Tuvo una idea y agachándose cogió una piedra. Trató de imaginarse dónde estaba situado el Andy y luego, tras apuntar, la lanzó con toda la fuerza que pudo en aquella dirección. Fue a caer sobre la cubierta del bote pesquero con un fuerte ruido que resonó por todo el canal.

Tom, Jill y Mary se sobresaltaron porque ignoraban lo que Andy iba a hacer. ¡Pero Bandy y Stumpy todavía más!

—¡Canastos! ¿Has oído eso? —dijo la voz de Bandy—. ¿Qué ha sido? Me ha parecido que venía del bote pesquero. ¡Ahí es donde están! Vamos, de prisa. ¡Las cogeremos, condenadas chiquillas!

Olvidándose de registrar las rocas, los dos hombres corrieron hacia donde se hallaba el Andy flotando. Subieron a bordo… y tras ellos fue Andy, tan silencioso como un gato. En la cabeza tenía un plan loco. Ignoraba si podría ponerlo o no en práctica, pero valía la pena intentarlo.

Los hombres iluminaron el bote con sus linternas y alzaron la vela doblada. Allí no había nadie, naturalmente.

—Estarán abajo, en la cabina —exclamó Bandy—. ¡Vamos! Y voy a darles un buen meneo a esas picaruelas en cuanto las atrape.

Abrió la puerta y bajó a la pequeña cabina. Stumpy permaneció arriba, mirando a su compañero. ¡Y de pronto sucedió algo que le dio el mayor susto de su vida!

¡Algo le empujó por la espalda haciéndole perder el equilibrio! Lanzando un grito de terror rodó hasta la pequeña cabina, cayendo sobre el igualmente asustado Bandy, que a su vez cayó al suelo dándose un golpe en la cabeza contra la mesa de madera.

La linterna se escurrió de su mano y al estrellarse se apagó. La pequeña cabina quedó a oscuras. Bandy, completamente seguro de que algún enemigo inesperado había caído sobre él comenzó a luchar como un loco.

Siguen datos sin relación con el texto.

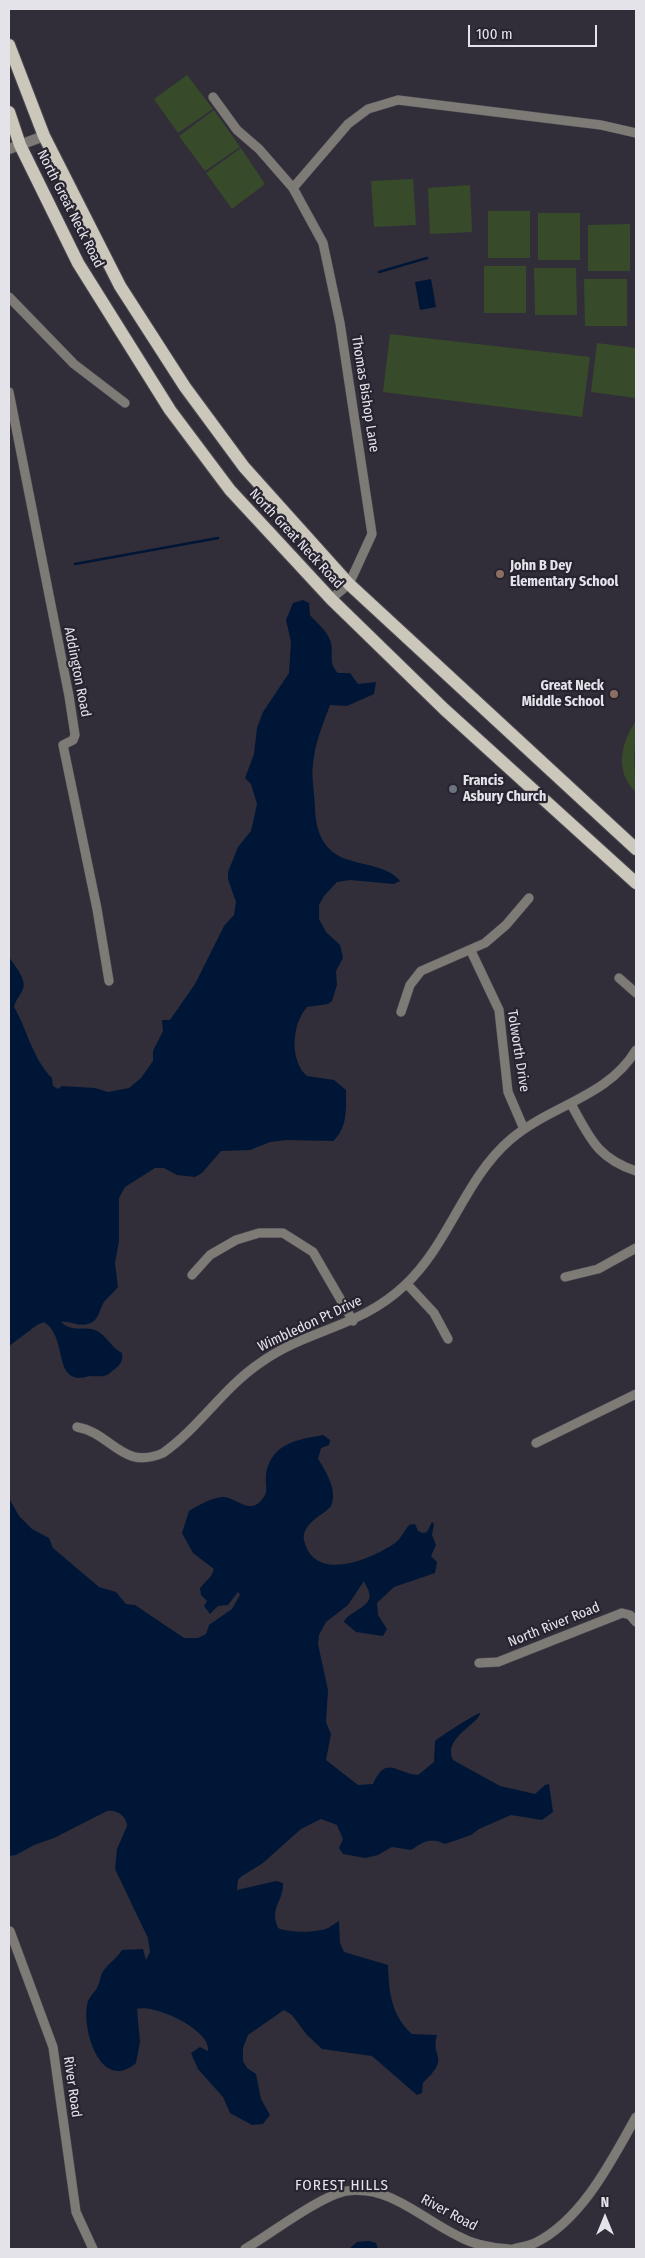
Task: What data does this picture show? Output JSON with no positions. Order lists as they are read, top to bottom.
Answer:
{
  "streets": {
    "main road": ["North Great Neck Road"],
    "street": [
      "Thomas Bishop Lane",
      "Addington Road",
      "Tolworth Drive",
      "Wimbledon Pt Drive",
      "North River Road",
      "River Road"
    ]
  },
  "crossings": [
    ["North Great Neck Road", "Thomas Bishop Lane"],
    ["Tolworth Drive", "Wimbledon Pt Drive"]
  ],
  "districts": ["FOREST HILLS"],
  "places": ["John B Dey Elementary School", "Great Neck Middle School", "Francis Asbury Church"],
  "scale_bar": "100 m",
  "north": "top"
}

No cesaba de golpear al horrorizado Stumpy, que trataba en vano de detenerle. Bandy estaba completamente fuera de sí de furia y pánico y sus grandes puños golpeaban a Stumpy sin compasión, de modo, que en defensa propia, Stumpy tuvo que devolverle los golpes. Los dos hombres rodaban y rodaban, pegándose, gritando y aullando con todas sus fuerzas.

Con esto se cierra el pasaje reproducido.